Sunday, 24 August 2014

The Great Escape


Whilst it never felt like it when I was a boy, nor while I kept the video safe for miserable days in pre-middle age; now, when I look at The Great Escape, I see one of the most contrived pieces of patriotic bollocks you can possibly imagine; every time I hear 'Dickie' Attenborough say 'But you made me Big X!' it makes my skin crawl.
The Great Escape had more veracity than the Guns of Navarone and Where Eagles Dare for sure, but now I prefer them. In tall tales, I should not expect authenticity. I mean look at the bike (above); it's a modified Triumph, but I'm not fussed about that, it is that whole aura of the 'playing fields of England' that gets to me. The idea of The Great Escape as propaganda, in the early sixties (!) and just like James Bond, but not James Bond, not an individual ostensibly from nowhere, but a whole load of public schoolboys placed in their own camp, with their tuck boxes (parcels) and 'Tunnel Kings' and 'Forgers'. And that the Germans are too stupid to see beyond a sudden interest in gardening or Christmas carol singing or bloody bird watching. They all seem to be playing it like children and I suspect that was the point.
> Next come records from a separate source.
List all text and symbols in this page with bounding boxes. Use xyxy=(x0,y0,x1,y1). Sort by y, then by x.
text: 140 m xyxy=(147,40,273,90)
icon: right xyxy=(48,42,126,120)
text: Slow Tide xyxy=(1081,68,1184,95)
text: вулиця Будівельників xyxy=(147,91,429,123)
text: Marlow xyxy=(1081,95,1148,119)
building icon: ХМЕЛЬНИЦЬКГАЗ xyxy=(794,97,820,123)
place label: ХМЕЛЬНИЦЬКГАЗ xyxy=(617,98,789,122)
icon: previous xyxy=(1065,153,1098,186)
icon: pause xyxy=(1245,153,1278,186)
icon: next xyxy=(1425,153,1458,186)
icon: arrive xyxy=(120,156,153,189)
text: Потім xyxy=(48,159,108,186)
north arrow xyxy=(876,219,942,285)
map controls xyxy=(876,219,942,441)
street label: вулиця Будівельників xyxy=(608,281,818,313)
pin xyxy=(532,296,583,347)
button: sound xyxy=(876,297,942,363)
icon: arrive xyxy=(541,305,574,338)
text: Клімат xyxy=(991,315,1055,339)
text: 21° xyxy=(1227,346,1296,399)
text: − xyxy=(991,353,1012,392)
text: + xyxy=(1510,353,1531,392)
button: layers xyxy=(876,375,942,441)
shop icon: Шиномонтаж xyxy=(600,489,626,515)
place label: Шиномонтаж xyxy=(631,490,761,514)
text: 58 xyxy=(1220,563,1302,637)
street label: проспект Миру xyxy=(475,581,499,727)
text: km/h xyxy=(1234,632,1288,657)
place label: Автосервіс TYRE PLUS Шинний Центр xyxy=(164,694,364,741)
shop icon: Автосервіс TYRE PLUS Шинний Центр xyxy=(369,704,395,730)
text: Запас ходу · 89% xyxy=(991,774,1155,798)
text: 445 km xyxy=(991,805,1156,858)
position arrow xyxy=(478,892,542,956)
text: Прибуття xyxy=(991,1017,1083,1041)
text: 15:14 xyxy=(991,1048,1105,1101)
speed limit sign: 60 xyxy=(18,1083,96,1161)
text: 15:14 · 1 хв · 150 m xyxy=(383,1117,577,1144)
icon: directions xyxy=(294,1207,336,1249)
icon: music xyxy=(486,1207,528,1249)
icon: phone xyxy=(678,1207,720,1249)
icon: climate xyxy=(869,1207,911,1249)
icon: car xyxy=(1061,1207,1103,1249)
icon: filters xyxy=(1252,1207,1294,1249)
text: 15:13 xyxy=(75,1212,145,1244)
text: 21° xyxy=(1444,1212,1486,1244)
If you are interested in fashion you are gay, and have 'chaps' secretly working across the camp on disguises. See what I mean? It's really quite pathetic, it's also why you have to raise the American flag to create the hero, because this bunch of premature upper class twits just can't manage it. And the Scots are short, and unstable, and subservient.
Meanwhile, all credit to those guys who really did ride German trains with no idea of what they were doing or where they were. This demanded play acting on a different scale. Every time I get on a German train I think of that.

PS: Sadly I was not aware on posting this that Richard Attenborough died today. Not so much a lapse of judgement; but certainly bad timing.